With respect to the Confidential portion of any Discovery Material other
than deposition transcripts and exhibits, the Producing Party or its counsel may designate such
portion as “Confidential” by: (a) stamping or otherwise clearly marking as “Confidential” the
protected portion in a manner that will not interfere with legibility or audibility; and
(b) producing for future public use another copy of said Discovery Material with the confidential
information redacted.
4.
A Producing Party or its counsel may designate deposition exhibits or
portions of deposition transcripts as Confidential Discovery Material either by: (a) indicating on
the record during the deposition that a question calls for Confidential information, in which case
the reporter will bind the transcript of the designated testimony in a separate volume and mark it
as “Confidential Information Governed by Protective Order;” or (b) notifying the reporter and all
counsel of record, in writing, within 30 days after a deposition has concluded, of the specific
pages and lines of the transcript that are to be designated “Confidential,” in which case all
counsel receiving the transcript will be responsible for marking the copies of the designated
transcript in their possession or under their control as directed by the Producing Party or that
person’s counsel.
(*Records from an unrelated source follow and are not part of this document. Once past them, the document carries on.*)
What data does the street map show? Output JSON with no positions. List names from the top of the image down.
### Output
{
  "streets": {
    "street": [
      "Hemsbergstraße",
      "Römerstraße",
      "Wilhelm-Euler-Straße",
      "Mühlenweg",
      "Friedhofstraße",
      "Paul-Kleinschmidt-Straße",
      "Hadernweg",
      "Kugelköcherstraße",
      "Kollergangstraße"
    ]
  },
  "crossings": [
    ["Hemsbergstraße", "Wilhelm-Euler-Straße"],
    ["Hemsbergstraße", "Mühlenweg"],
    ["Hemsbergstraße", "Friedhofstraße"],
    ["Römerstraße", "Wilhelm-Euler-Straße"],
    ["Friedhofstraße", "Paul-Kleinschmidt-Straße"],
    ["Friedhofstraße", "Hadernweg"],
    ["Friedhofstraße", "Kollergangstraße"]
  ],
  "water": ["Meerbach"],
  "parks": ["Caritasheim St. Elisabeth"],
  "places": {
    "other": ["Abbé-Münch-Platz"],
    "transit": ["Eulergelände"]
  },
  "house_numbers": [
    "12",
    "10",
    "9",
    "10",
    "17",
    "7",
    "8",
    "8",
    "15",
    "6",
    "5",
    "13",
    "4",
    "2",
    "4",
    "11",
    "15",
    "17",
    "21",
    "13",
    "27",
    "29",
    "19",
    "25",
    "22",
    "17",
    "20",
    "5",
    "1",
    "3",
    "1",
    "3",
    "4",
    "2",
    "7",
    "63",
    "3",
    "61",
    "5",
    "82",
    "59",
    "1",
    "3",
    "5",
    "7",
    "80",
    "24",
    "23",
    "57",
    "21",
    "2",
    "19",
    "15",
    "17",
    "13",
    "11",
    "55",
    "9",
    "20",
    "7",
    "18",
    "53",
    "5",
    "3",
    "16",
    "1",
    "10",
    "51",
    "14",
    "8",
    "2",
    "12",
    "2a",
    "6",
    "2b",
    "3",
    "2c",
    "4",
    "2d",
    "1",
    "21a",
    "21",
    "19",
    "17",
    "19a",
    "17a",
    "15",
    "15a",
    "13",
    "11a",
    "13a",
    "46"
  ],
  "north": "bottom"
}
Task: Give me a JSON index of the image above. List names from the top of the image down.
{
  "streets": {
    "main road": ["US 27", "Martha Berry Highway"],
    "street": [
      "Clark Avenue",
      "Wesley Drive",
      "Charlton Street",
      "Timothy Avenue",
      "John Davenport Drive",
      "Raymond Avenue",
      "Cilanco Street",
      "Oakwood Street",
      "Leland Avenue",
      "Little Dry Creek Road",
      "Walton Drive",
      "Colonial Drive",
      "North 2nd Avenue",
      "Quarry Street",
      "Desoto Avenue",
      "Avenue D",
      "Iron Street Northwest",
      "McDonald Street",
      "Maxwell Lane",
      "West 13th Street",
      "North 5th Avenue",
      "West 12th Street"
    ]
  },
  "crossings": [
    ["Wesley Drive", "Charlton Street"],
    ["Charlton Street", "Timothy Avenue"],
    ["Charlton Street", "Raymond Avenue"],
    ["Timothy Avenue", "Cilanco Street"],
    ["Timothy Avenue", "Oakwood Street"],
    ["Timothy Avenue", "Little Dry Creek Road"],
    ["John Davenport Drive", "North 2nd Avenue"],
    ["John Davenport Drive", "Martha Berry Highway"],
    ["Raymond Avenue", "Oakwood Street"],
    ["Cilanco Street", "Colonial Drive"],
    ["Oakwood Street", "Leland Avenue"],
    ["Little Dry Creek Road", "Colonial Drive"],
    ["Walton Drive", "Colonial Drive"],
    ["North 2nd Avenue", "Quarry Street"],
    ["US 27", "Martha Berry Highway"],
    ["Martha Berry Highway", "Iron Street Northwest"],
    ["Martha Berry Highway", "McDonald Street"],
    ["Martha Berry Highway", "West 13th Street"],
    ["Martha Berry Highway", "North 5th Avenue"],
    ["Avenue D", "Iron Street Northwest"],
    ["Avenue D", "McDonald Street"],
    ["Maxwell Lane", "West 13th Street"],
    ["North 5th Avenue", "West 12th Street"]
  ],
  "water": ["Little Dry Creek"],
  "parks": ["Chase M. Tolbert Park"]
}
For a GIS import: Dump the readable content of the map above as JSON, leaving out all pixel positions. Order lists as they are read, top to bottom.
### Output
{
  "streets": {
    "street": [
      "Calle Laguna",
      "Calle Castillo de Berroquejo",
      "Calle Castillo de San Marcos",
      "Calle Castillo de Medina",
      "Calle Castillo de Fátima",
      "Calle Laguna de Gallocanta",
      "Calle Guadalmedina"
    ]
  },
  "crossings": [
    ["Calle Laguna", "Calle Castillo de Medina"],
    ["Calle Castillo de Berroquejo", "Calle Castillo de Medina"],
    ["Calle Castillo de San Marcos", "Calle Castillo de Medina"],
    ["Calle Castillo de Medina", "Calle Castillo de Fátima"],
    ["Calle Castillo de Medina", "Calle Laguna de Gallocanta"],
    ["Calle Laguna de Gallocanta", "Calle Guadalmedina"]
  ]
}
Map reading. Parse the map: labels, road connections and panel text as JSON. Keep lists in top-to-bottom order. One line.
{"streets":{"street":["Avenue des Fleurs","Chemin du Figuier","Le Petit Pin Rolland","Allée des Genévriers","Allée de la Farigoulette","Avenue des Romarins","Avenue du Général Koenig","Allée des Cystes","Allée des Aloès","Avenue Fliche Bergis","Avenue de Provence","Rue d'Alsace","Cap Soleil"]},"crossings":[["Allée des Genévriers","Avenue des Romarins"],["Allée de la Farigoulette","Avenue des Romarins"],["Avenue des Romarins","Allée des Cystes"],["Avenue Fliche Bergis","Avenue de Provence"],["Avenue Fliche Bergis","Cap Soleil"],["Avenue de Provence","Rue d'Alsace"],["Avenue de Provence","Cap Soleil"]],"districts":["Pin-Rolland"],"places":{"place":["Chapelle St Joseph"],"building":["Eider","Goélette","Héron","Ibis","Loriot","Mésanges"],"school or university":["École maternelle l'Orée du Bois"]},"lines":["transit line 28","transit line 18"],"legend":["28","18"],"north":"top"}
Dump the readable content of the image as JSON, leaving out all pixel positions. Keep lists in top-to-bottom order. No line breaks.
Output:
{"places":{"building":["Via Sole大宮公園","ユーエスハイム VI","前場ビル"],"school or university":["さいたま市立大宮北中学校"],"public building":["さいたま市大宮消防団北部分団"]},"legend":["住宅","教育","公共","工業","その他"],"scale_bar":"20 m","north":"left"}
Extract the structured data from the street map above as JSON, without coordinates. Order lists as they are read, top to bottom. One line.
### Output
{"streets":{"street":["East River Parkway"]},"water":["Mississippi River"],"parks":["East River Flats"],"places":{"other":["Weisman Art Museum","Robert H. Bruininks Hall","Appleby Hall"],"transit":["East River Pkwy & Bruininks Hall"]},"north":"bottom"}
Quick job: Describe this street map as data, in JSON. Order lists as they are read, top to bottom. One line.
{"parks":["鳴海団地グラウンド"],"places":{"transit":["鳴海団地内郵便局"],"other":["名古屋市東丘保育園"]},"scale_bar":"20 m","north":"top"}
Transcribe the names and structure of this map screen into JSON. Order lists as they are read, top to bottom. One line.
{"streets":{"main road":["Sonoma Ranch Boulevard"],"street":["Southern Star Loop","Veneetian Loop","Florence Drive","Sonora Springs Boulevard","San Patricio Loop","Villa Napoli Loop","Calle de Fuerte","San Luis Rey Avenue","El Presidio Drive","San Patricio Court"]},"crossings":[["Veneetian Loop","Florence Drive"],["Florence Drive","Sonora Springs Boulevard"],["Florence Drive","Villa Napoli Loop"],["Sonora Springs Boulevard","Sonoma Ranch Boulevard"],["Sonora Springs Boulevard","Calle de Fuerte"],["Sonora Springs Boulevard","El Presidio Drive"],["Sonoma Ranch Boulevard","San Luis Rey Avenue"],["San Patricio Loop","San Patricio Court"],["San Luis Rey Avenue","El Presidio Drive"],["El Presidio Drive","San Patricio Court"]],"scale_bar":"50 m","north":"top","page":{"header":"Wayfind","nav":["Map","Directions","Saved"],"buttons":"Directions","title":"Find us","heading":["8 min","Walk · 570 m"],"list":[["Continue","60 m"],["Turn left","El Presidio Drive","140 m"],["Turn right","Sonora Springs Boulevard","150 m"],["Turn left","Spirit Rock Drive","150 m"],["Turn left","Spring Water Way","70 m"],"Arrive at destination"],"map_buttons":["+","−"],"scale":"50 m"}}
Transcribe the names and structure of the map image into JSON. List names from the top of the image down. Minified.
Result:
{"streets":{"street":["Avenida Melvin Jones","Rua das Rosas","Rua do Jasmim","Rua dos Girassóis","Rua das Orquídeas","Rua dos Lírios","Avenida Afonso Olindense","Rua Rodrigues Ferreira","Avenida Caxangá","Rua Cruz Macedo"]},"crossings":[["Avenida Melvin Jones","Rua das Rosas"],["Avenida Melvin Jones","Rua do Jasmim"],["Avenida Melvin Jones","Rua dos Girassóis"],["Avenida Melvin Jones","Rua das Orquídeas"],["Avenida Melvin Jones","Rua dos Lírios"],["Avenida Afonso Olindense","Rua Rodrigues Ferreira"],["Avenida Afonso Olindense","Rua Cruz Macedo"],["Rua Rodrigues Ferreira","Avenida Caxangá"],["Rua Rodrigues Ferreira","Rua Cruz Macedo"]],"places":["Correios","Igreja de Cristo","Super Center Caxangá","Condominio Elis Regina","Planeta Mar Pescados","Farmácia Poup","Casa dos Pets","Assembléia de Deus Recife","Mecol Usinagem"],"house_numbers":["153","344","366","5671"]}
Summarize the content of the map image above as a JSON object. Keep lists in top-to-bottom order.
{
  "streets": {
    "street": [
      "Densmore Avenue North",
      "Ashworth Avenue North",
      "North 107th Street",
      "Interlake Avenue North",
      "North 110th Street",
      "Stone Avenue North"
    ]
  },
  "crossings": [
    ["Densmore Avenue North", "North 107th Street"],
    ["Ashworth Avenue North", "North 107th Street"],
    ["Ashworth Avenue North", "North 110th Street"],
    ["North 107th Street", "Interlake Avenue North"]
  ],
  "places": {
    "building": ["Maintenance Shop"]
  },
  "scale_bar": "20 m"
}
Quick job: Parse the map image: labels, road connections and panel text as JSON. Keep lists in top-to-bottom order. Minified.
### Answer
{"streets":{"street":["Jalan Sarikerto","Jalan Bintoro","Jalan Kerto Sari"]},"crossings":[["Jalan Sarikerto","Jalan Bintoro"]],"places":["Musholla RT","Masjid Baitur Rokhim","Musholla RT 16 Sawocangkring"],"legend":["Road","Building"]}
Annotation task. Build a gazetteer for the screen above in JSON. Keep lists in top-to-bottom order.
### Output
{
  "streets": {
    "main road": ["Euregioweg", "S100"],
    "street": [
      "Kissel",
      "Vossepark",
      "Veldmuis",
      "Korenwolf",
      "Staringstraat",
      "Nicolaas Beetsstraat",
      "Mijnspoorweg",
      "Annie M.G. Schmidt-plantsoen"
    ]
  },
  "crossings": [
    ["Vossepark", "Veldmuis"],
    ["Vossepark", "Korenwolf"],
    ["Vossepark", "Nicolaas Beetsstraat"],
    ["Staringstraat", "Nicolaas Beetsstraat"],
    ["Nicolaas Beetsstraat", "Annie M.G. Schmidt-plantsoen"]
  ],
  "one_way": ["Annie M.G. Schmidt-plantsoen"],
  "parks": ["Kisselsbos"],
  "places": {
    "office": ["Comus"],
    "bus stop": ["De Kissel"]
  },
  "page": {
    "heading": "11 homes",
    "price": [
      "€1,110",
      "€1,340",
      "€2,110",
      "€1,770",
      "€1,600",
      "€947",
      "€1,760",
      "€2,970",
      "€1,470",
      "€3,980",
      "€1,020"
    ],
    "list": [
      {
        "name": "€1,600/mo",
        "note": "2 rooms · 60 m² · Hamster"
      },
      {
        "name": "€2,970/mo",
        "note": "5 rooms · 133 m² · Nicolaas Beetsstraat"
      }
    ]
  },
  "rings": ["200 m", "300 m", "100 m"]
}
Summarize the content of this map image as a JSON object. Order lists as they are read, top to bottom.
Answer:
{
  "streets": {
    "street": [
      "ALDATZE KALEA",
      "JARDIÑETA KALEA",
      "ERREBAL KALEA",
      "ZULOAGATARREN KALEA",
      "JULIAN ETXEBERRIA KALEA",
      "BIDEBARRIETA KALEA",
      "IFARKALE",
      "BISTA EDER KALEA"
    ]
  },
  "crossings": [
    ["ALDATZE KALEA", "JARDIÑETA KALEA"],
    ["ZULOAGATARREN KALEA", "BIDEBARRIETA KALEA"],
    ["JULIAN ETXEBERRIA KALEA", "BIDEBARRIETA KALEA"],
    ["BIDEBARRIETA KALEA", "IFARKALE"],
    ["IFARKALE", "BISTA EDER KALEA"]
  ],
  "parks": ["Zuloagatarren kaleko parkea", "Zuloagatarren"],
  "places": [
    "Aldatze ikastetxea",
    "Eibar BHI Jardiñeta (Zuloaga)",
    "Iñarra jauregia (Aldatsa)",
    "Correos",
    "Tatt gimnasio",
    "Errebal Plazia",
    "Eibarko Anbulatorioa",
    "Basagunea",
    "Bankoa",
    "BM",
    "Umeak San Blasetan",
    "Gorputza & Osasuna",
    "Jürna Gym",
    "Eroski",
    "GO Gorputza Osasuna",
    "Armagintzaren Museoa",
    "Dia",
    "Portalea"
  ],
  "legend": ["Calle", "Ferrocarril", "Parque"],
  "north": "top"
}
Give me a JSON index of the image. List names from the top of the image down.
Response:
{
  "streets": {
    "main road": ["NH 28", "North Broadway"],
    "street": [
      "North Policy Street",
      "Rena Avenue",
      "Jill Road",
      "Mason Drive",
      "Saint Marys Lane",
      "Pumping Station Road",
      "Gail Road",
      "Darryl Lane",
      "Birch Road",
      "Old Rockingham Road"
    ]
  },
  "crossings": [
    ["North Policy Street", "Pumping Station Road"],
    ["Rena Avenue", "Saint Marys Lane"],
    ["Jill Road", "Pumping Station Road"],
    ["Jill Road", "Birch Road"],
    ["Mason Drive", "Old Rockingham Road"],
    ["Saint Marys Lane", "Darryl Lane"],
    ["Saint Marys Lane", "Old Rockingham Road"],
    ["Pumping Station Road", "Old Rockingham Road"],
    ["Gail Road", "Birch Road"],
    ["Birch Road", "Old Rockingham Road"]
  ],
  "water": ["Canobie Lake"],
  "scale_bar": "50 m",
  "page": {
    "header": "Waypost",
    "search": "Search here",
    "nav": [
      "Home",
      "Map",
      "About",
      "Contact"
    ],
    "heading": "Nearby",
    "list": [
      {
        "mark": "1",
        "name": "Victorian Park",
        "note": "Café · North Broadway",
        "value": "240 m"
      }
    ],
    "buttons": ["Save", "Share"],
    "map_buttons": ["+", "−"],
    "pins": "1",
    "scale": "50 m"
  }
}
During the 30-day period following a deposition, all Parties will treat the
entire deposition transcript as if it had been designated Confidential.
5.
If at any time before the termination of this action a Producing Party
realizes that it should have designated as Confidential some portion(s) of Discovery Material that
it previously produced without limitation, the Producing Party may so designate such material by
notifying all Parties in writing. Thereafter, all persons subject to this Order will treat such
designated portion(s) of the Discovery Material as Confidential.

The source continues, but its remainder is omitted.